Что касается больных, то часть из них забрали родственники, чтобы увезти в более безопасные места. А часть наоборот – нам привезли, чтобы оставить, а самим уехать.
НЗСУ декларирует держать пациентов три месяца. А мы держим и четыре, и пять. Не можем же выставить больного человека на улицу.
- Есть проблемы с продуктами, лекарствами?
- Вытягиваем благодаря гуманитарным программам. Пользуясь случаем, хочу выразить благодарность всем, кто помогает. Очень много сделал наш департамент - создал специальный склад медикаментов, который нас спас. Иначе лечить было бы нечем.
Сложней с продуктами. У нас выиграли тендер предприятия с базами в Гостомеле, часть закупок мы хранили там, потому что свои склады маленькие. Так вот все эти базы подверглись бомбежкам и разрушены.
Поэтому тут тоже выживаем за счет гуманитарки. У нас своя пекарня, своя артезианская скважина, но в продуктах постоянная потребность есть.
- Много врачей уехали с началом войны?
- Представьте, нет. Я никуда не выезжал, и подавляющая группа наших медиков тоже остались с пациентами. Уехали единицы. У нас, как и во многих других больницах, даже жили на рабочих местах. И медики, и пекари, и бухгалтеры. Всем людям, которые остались, я вручил грамоты.
А все генеральные директора областных медучреждений получили грамоты Киевоблсовета. И премию в 600 гривен. Вы зря улыбаетесь. Главное в этой ситуации не деньги, главное - понимание, что наш труд оценивают и помогают.
- У вас специфические пациенты. Как переживаете воздушные тревоги?
- У нас есть два подвальных помещения, которые мы приспособили под убежища. Когда начались первые тревоги, были готовы ко всякому. Но больные вели себя очень организованно и ответственно. Не было истерик, попыток побега, агрессии друг к другу.
Мы недооцениваем психику человека в минуты опасности. Она концентрируется, мобилизует сама себя.
- Вы поддерживаете связь с коллегами из других городов. Какова судьба больниц на оккупированных территориях?
- Мы держим связь через Ассоциацию психиатров-наркологов и медицинских психологов и Ассоциацию психиатров, проводим видеоконференции. Знаю, что с оккупированных территорий больных вывозили в соседние области, также выехали большинство врачей.

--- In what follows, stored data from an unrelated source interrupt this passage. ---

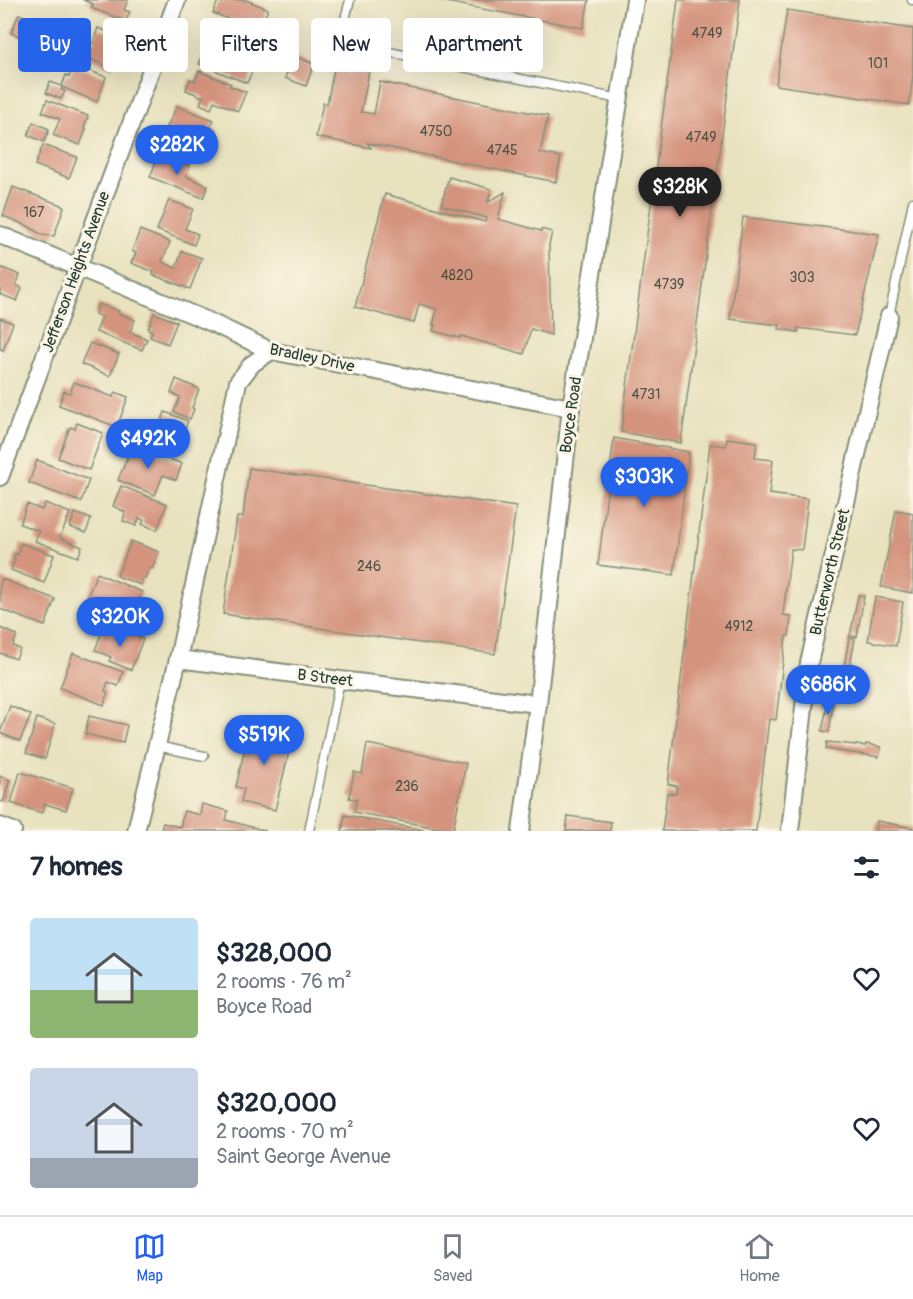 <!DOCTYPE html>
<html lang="en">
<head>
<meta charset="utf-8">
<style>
  :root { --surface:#fff; --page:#f6f6f7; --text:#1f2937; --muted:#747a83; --line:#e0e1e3; --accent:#2563eb }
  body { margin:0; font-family:Pangolin,sans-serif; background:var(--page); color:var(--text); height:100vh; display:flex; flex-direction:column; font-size:22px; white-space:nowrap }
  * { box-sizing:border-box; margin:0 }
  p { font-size:20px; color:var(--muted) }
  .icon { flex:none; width:33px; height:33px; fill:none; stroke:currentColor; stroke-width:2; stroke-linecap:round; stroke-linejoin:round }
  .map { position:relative; height:831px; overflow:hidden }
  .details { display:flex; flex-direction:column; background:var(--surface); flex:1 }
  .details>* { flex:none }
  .banner { position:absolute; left:18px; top:18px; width:600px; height:54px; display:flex; gap:12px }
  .price { position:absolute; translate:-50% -51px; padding:0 14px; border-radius:21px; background:var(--accent); color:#fff; font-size:20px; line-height:39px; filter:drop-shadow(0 2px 3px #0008) }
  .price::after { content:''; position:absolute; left:50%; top:36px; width:18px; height:14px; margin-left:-9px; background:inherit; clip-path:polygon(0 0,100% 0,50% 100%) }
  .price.selected { background:#222; color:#fff }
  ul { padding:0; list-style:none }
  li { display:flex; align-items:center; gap:18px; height:150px; padding:0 30px }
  li span { display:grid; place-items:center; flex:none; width:168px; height:120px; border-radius:6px; color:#555 }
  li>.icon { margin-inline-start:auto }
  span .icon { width:72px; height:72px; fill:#fffc; stroke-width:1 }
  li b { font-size:26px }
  h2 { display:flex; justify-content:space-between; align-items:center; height:72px; padding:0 30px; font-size:26px }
  .pill { padding:0 21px; border-radius:6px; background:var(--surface); box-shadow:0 6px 24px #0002; font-size:21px; line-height:54px }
  .pill.selected { background:var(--accent); color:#fff }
  .tab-bar { display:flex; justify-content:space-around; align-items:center; height:84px; border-top:2px solid var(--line); background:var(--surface); font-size:16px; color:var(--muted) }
  .tab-bar a { display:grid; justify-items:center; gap:3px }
  .tab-bar .selected { color:var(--accent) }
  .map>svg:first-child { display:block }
  .building { fill:#d4937d }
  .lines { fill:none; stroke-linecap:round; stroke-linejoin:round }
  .service-casing { stroke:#84907a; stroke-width:11 }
  .minor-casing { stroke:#84907a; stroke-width:20 }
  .service { stroke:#fff; stroke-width:8 }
  .minor { stroke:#fff; stroke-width:16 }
  .labels { text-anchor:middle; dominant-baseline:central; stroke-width:6; stroke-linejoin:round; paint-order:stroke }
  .number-label { font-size:14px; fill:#4c5246 }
  .street-label { font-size:16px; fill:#1f3d34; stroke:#fcf5e5 }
</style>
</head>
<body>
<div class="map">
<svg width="913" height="831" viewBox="0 0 913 831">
  <rect width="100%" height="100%" fill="#fcf5e5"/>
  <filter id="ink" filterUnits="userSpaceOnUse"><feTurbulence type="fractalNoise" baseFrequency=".0167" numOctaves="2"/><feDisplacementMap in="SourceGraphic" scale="12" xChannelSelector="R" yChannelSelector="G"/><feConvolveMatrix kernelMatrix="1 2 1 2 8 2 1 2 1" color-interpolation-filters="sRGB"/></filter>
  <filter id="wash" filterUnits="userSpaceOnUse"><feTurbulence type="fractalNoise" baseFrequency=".008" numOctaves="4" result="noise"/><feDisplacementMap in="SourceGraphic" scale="24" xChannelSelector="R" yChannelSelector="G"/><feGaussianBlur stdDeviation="1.35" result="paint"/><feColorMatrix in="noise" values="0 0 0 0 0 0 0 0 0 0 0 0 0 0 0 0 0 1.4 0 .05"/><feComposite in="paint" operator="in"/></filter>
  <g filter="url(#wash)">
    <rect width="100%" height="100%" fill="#e8e2bf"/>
    <g id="blocks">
      <!-- building -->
      <g class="building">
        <path d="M83,0H128L124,10L130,12L126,21L91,8L93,4Z"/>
        <path d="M224,0H246L268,9L259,31L213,13L218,1L223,3Z"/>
        <path d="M440,0H589L583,28L440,1Z"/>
        <path d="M678,0H740L681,443L621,432Z"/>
        <path d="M787,10L913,29V76L909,105L776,85Z"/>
        <path d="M19,14L75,37L67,56L11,33Z"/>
        <path d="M98,28L122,37L112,68L72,52L77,37L93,43Z"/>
        <path d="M217,36L260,53L247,83L199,64L205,50L210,52Z"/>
        <path d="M337,54L371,61L361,112L374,114L380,82L548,116L540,153L561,157L556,182L367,143L371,148L316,137L323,103L327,104Z"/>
        <path d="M293,55L314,64L306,86L285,78Z"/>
        <path d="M74,65L106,77L97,102L62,87L61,90L65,91L61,99L46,93L50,82L62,86L66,75L69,77Z"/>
        <path d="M199,71L231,84L230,86L246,92L238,111L214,101L211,109L200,104L203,97L186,90L190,79L195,81Z"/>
        <path d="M47,100L88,116L84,128L86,129L80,145L53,135L60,119L42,112Z"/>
        <path d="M177,106L214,120L210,128L216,130L211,144L205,141L200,152L182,144L185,137L166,129Z"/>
        <path d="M33,122L49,129L44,142L28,135Z"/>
        <path d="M43,145L77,157L69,178L35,165Z"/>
        <path d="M159,154L190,166L186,176L208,186L203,198L150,177Z"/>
        <path d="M449,177L491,189L488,202L505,192L498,219L541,231V229L552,232L549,245L551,335L531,329L524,354L461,336L460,338L433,331L435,325H433L437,309L419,304L414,323L355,307L385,194L485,222L487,218L441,205Z"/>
        <path d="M13,187L61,205V206L64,207L54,236L42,235L28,226L3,216Z"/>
        <path d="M169,200L193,209L185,229L198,234L194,245L157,230Z"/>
        <path d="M743,217L879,234L855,335L798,328V332L779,329L780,325L730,319Z"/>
        <path d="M140,230L170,242L162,262L176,268L182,251L202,258L190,289L153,275L154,272L131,263L136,253L132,251Z"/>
        <path d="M0,267L20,275L16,285L22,288L17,301L0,294Z"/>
        <path d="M98,304L119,311L118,313L135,320L130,332L147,339L142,350L96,332L102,317L95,314Z"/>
        <path d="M154,313L177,322L168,344L150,337L152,331L148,329Z"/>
        <path d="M0,318L13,323L3,350L0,349Z"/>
        <path d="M90,343L119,354L110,376L81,364Z"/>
        <path d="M176,379L199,389L192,408L194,409L190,419L174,412L180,397L171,393Z"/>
        <path d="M74,382L113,397L115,392L128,397L117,427L59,405L64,391L70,393Z"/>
        <path d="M165,412L188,421L179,444L157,434Z"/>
        <path d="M77,423L103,433L89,470L58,458L70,427L75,429Z"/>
        <path d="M614,438L689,452L674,575L598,565Z"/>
        <path d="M727,438L757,442L755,458L773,460L769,494L808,499L802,550L791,549L783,615L791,616L789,636H786L776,720L769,719L756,831H662L667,793L676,794L677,786L668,784L710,444L726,446Z"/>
        <path d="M133,444L182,464L176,480L163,475L155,495L118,480Z"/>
        <path d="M37,460L89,480L81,502L29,483Z"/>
        <path d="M249,468L516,507L495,654L223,614L237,517H243Z"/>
        <path d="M121,486L167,504L157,530L142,524L144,520L139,518L136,526L123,521L125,512L113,506Z"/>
        <path d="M45,503L70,513L60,538L82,547L78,557L35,541L39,531L20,524L27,504L42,510Z"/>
        <path d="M896,510L913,513V593L881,587Z"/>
        <path d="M75,513L91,519L86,533L70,527Z"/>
        <path d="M131,541L159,552L152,569L150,568L145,578L143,577L141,585L117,576Z"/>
        <path d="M21,543L54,555L44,583L11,570L15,559L13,558L15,554L17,555Z"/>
        <path d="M97,573L142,592L129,626L83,607Z"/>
        <path d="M2,579L55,599L45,626L0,609V585Z"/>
        <path d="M858,595L864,596L857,637L850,636Z"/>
        <path d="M875,597L903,602L896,646L868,641Z"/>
        <path d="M0,628L17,635L13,646L20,649L16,659L0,653Z"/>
        <path d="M103,629L120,636L123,630L143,639L131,670L109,661L111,657L95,650Z"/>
        <path d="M849,638L855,639L846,687H840Z"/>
        <path d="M73,653L123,672L118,686L108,682L105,691L108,692L104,705L60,688Z"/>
        <path d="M829,698L834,699L829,732L822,731Z"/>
        <path d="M10,706L31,715L20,741L0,733Z"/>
        <path d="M89,716L127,725L123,743L85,734Z"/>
        <path d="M37,718L55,724L45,759L26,753Z"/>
        <path d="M250,725L293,735L275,810L241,802L244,789L236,787Z"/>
        <path d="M827,742L866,746V744L881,747L879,757L826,749Z"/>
        <path d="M367,744L466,763L453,831L354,812L357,799L349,798L354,772L362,774Z"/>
        <path d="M20,772L73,788L66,810L45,804L42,813L11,803Z"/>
        <path d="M0,776L10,780L3,802L0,801Z"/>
        <path d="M202,804L228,811L226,820L266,831H161L163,823L180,827L184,811L200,815Z"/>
        <path d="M345,815L423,830V831H342Z"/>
        <path d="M568,816L611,822L610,831H566Z"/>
        <path d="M877,821L913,828V831H875Z"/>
      </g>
    </g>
  </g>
  <g filter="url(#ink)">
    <use href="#blocks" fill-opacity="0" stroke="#84907a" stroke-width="1.5"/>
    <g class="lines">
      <!-- service casing -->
      <g class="service-casing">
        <g id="service">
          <path d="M350,0L345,19L361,40L374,49L619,99"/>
          <path d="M912,0H913"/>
          <path d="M889,316L913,202"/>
          <path d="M157,746L204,756"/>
          <path d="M309,831L340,680"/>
        </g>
      </g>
      <!-- minor casing -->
      <g class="minor-casing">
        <g id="minor">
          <path d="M0,235L208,321L271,351L571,408"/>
          <path d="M0,477L177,0"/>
          <path d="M178,659L340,680L538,704"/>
          <path d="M0,826L13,831"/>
          <path d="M136,831L178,659L238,382L252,364L271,351"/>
          <path d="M521,831L538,704L571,408L635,0"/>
          <path d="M790,831L809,663L889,316"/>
        </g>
      </g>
      <!-- service -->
      <use href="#service" class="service"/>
      <!-- minor -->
      <use href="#minor" class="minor"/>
    </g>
  </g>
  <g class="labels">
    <!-- number labels -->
    <g class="number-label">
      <text x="707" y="33">4749</text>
      <text x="878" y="63">101</text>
      <text x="436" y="131">4750</text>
      <text x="701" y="137">4749</text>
      <text x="502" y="150">4745</text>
      <text x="34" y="212">167</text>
      <text x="457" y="275">4820</text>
      <text x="802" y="277">303</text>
      <text x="669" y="284">4739</text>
      <text x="646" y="394">4731</text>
      <text x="369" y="566">246</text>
      <text x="739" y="626">4912</text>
      <text x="407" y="786">236</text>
    </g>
    <!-- street labels -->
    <g class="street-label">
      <text transform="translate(76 272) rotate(-70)">Jefferson Heights Avenue</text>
      <text transform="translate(312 358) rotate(12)">Bradley Drive</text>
      <text transform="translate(571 415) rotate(-82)">Boyce Road</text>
      <text transform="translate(830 572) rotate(-77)">Butterworth Street</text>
      <text transform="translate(325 678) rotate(7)">B Street</text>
    </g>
  </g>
</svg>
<b class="price" style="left:177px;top:176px">$282K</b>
<b class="price selected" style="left:680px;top:218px">$328K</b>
<b class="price" style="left:148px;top:470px">$492K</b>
<b class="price" style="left:644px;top:508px">$303K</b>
<b class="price" style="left:120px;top:648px">$320K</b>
<b class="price" style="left:828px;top:716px">$686K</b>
<b class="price" style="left:264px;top:766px">$519K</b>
<div class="banner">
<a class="pill selected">Buy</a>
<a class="pill">Rent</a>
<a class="pill">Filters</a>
<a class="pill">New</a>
<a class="pill">Apartment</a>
</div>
</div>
<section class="details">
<h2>7 homes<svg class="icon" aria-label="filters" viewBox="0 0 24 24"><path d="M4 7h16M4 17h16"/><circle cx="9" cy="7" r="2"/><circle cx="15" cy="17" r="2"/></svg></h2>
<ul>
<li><span style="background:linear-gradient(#bfe0f5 60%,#8fb573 0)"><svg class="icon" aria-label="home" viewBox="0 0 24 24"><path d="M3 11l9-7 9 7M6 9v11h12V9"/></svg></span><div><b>$328,000</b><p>2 rooms · 76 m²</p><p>Boyce Road</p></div><svg class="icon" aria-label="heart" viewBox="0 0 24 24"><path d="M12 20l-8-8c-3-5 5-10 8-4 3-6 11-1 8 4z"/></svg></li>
<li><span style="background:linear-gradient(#c9d6e8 75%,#9aa5b1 0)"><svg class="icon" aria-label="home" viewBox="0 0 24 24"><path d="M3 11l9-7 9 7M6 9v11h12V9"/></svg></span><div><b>$320,000</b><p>2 rooms · 70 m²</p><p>Saint George Avenue</p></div><svg class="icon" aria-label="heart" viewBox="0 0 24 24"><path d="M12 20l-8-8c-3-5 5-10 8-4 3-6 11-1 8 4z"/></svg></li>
</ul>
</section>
<nav class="tab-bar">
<a class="selected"><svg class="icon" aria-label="map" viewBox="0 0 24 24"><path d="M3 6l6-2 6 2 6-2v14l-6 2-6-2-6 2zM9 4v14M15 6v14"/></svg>Map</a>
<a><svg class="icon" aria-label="saved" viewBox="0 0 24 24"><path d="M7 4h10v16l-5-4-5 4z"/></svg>Saved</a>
<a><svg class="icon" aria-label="home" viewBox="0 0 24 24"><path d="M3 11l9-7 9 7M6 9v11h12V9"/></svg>Home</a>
</nav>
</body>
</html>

Сейчас большая группа из Донецкой и Луганской областей расположена в Днепре. Мариупольская больница намерена создавать лечебницу в Киеве.
- Может, у вас есть какие-то свои особенные наблюдения?
- В последнее время исчезли больные алкоголизмом. Нет, сухим законом это не продиктовано, тогда как раз такие были. Я это связываю с тем, что общество стало терпимее к пьющим. Люди употребляют алкоголь, чтобы снят стресс, это самый доступный бытовой наркотик.
Но одобрять это, конечно, нельзя. Алкоголь не лечит психические травмы, а только может усугубить их.
Уроженец Киргизии, Геннадий Зильберблат работает в Украине с 1976 года. С 1981 года - главный внештатный специалист по наркологии Киевской области.
В 1998 году инициировал создание первого в стране психиатрически-наркологического медицинского объединения на 1175 коек. Был назначен генеральным директором. По образцу этого объединения создано более 80% таких же по всей Украине.
Имеет высшие квалификационные категории: «Организация и управление здравоохранением»,
«Психиатрия», «Наркология». Автор и соавтор более 100 научных печатных работ, среди которых одна монография и два изобретения. Награжден медалями О.Р. Довженко и А.М. Миля.
С 2019 года член рабочей группы по психиатрии НСЗУ.